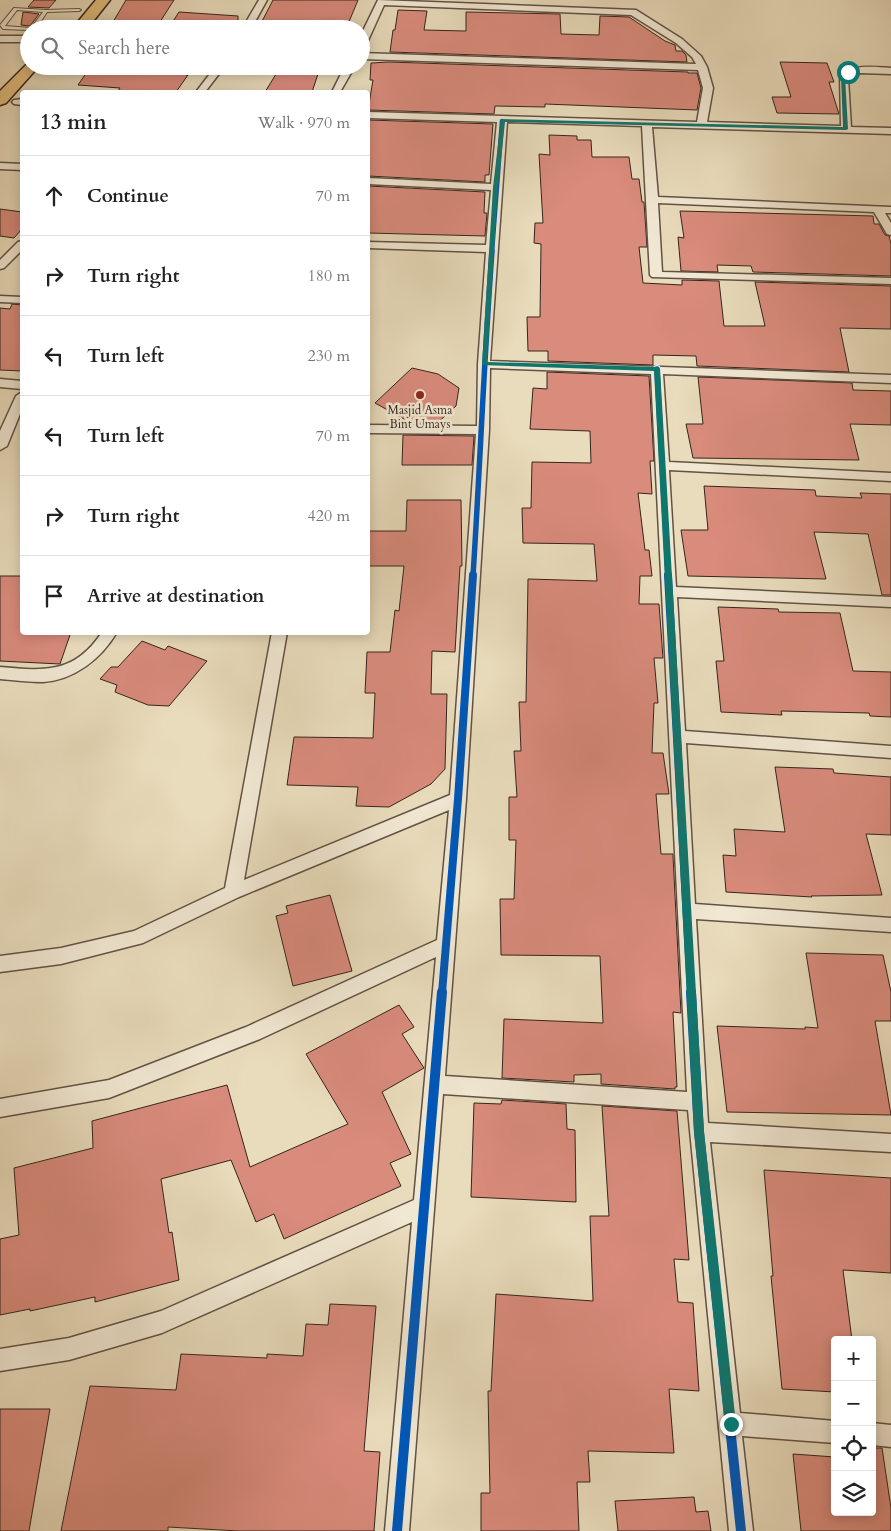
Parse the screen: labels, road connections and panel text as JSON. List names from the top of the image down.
{
  "places": ["Masjid Asma Bint Umays"],
  "page": {
    "search": "Search here",
    "heading": ["13 min", "Walk · 970 m"],
    "list": [
      ["Continue", "70 m"],
      ["Turn right", "180 m"],
      ["Turn left", "230 m"],
      ["Turn left", "70 m"],
      ["Turn right", "420 m"],
      "Arrive at destination"
    ],
    "map_buttons": ["+", "−"]
  }
}
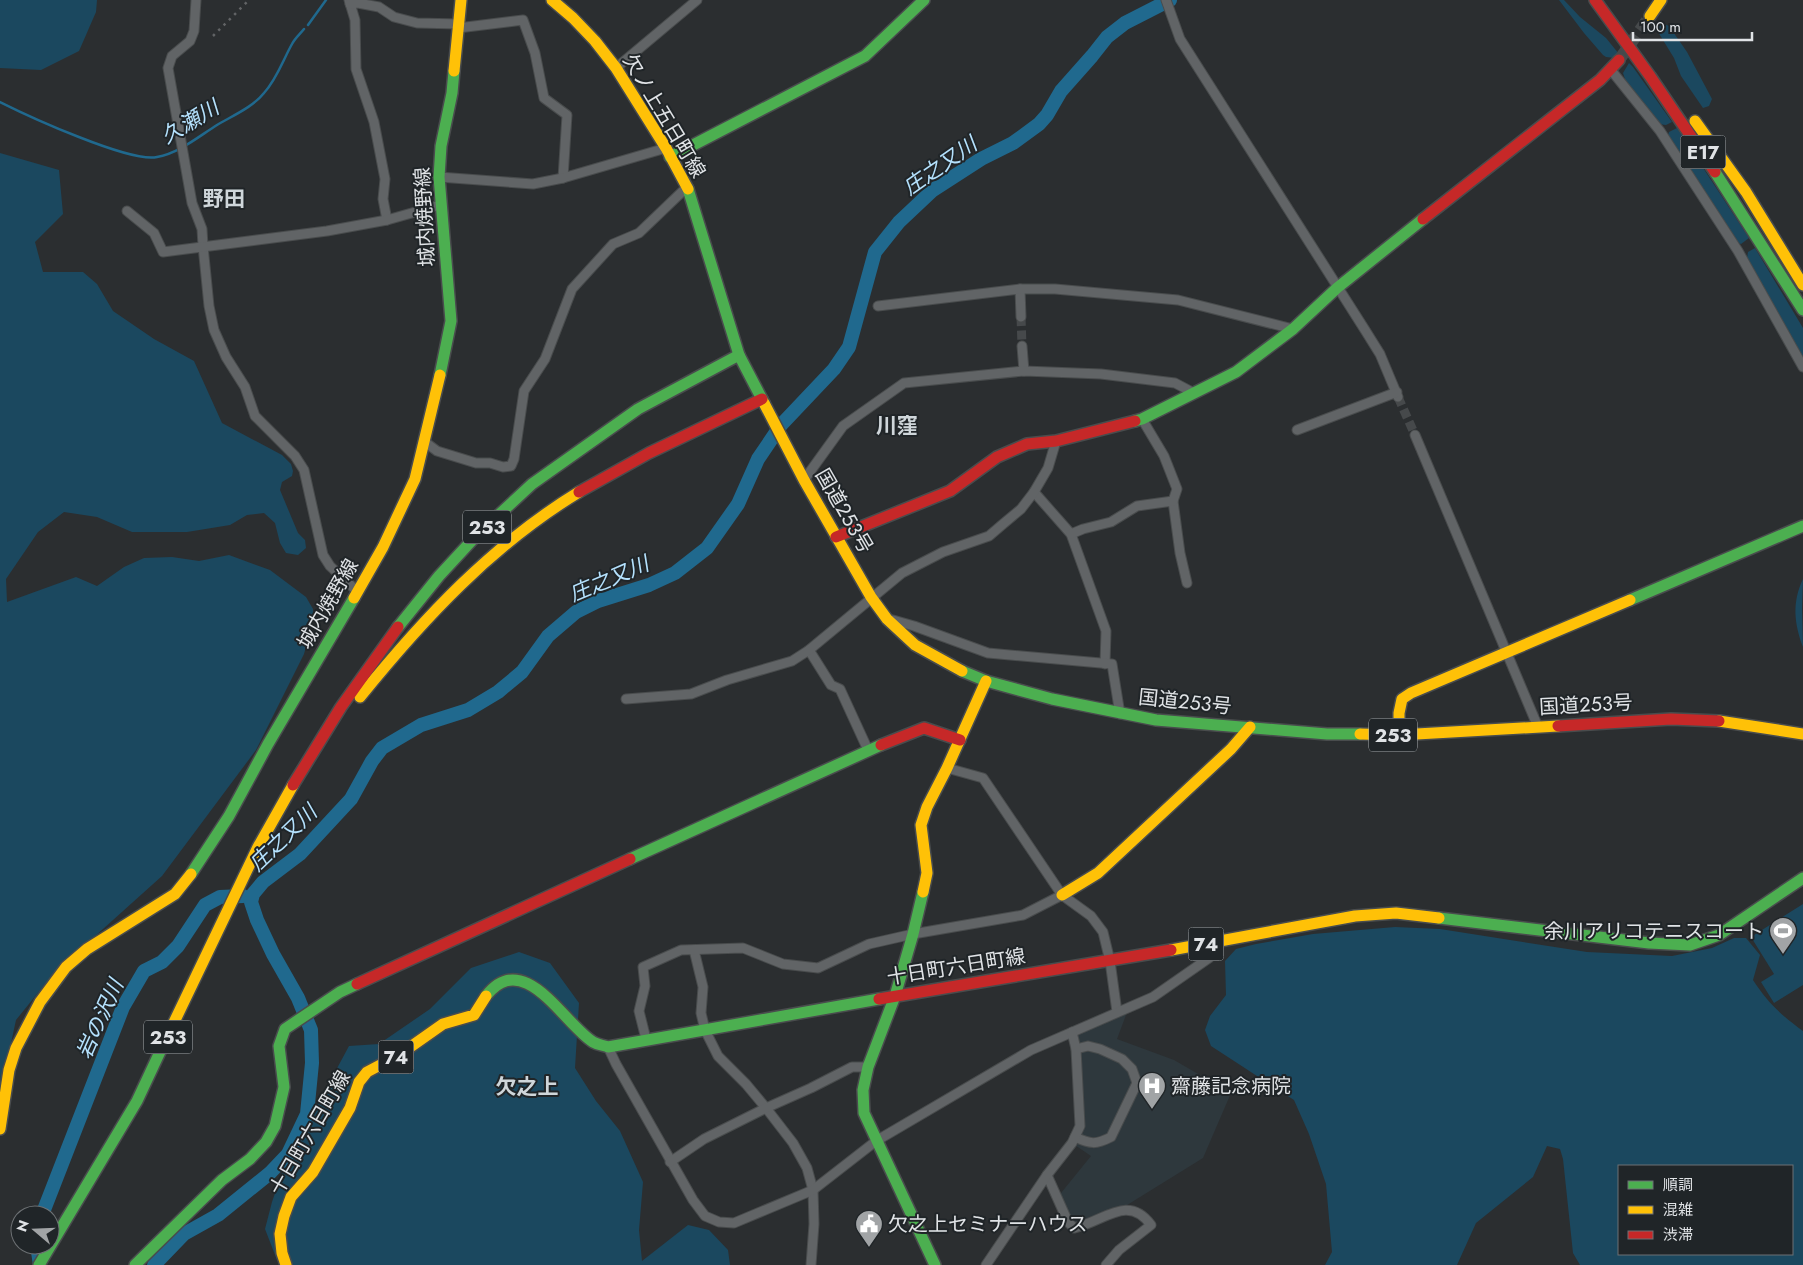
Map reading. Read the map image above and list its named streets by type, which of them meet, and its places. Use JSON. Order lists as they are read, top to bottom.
{
  "streets": {
    "main road": [
      "欠ノ上五日町線",
      "E17",
      "城内焼野線",
      "国道253号",
      "253",
      "74",
      "十日町六日町線"
    ]
  },
  "crossings": [
    ["欠ノ上五日町線", "国道253号"],
    ["欠ノ上五日町線", "253"],
    ["国道253号", "253"]
  ],
  "districts": ["野田", "川窪", "欠之上"],
  "water": ["久瀬川", "庄之又川", "岩の沢川"],
  "places": {
    "sports": ["余川アリコテニスコート"],
    "hospital": ["齋藤記念病院"],
    "public building": ["欠之上セミナーハウス"]
  },
  "legend": ["順調", "混雑", "渋滞"],
  "scale_bar": "100 m",
  "north": "left"
}
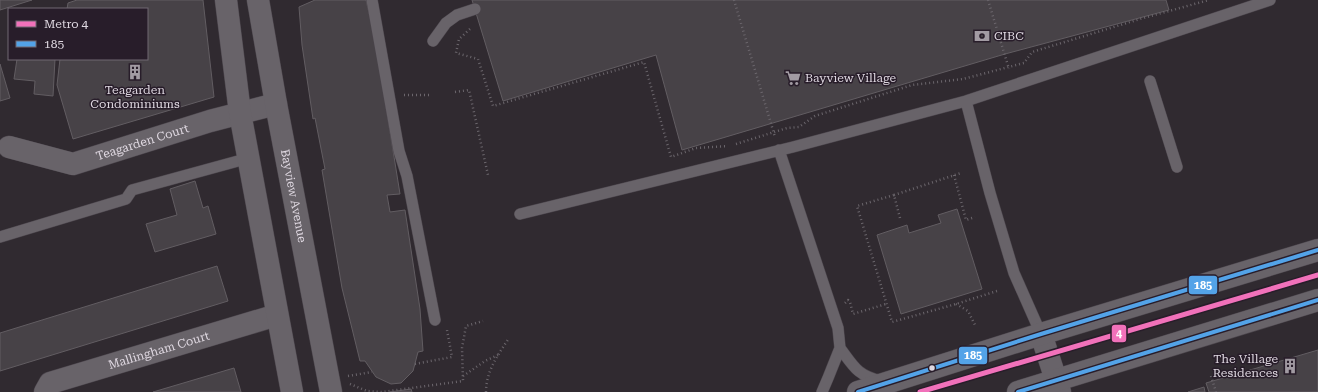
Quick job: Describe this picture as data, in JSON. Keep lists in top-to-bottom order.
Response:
{
  "streets": {
    "main road": ["Teagarden Court", "Bayview Avenue", "Mallingham Court"]
  },
  "crossings": [
    ["Teagarden Court", "Bayview Avenue"]
  ],
  "places": {
    "bank": ["CIBC"],
    "building": ["Teagarden Condominiums", "The Village Residences"],
    "supermarket": ["Bayview Village"]
  },
  "lines": ["transit line 185", "metro line 4"],
  "legend": ["Metro 4", "185"]
}
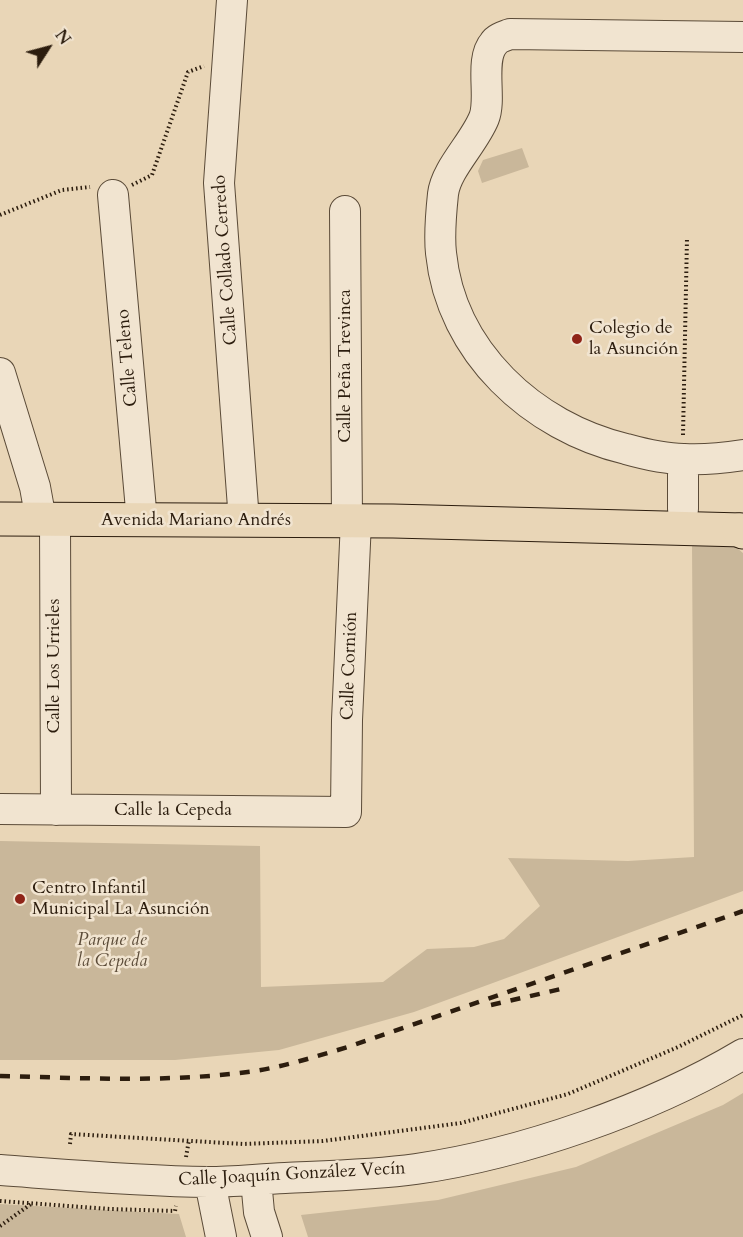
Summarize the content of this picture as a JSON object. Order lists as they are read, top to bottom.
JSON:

WHAT NEEDS TO BE DONE :: Repeat everything in the records above exactly, except the pictures.

TASK ANSWER ::
Parse the screen: labels, road connections and panel text as JSON. List names from the top of the image down.
{
  "places": ["Masjid Asma Bint Umays"],
  "page": {
    "search": "Search here",
    "heading": ["13 min", "Walk · 970 m"],
    "list": [
      ["Continue", "70 m"],
      ["Turn right", "180 m"],
      ["Turn left", "230 m"],
      ["Turn left", "70 m"],
      ["Turn right", "420 m"],
      "Arrive at destination"
    ],
    "map_buttons": ["+", "−"]
  }
}
Map reading. Read the map image above and list its named streets by type, which of them meet, and its places. Use JSON. Order lists as they are read, top to bottom.
{
  "streets": {
    "main road": [
      "欠ノ上五日町線",
      "E17",
      "城内焼野線",
      "国道253号",
      "253",
      "74",
      "十日町六日町線"
    ]
  },
  "crossings": [
    ["欠ノ上五日町線", "国道253号"],
    ["欠ノ上五日町線", "253"],
    ["国道253号", "253"]
  ],
  "districts": ["野田", "川窪", "欠之上"],
  "water": ["久瀬川", "庄之又川", "岩の沢川"],
  "places": {
    "sports": ["余川アリコテニスコート"],
    "hospital": ["齋藤記念病院"],
    "public building": ["欠之上セミナーハウス"]
  },
  "legend": ["順調", "混雑", "渋滞"],
  "scale_bar": "100 m",
  "north": "left"
}
Quick job: Describe this picture as data, in JSON. Keep lists in top-to-bottom order.
Response:
{
  "streets": {
    "main road": ["Teagarden Court", "Bayview Avenue", "Mallingham Court"]
  },
  "crossings": [
    ["Teagarden Court", "Bayview Avenue"]
  ],
  "places": {
    "bank": ["CIBC"],
    "building": ["Teagarden Condominiums", "The Village Residences"],
    "supermarket": ["Bayview Village"]
  },
  "lines": ["transit line 185", "metro line 4"],
  "legend": ["Metro 4", "185"]
}
Summarize the content of this picture as a JSON object. Order lists as they are read, top to bottom.
JSON:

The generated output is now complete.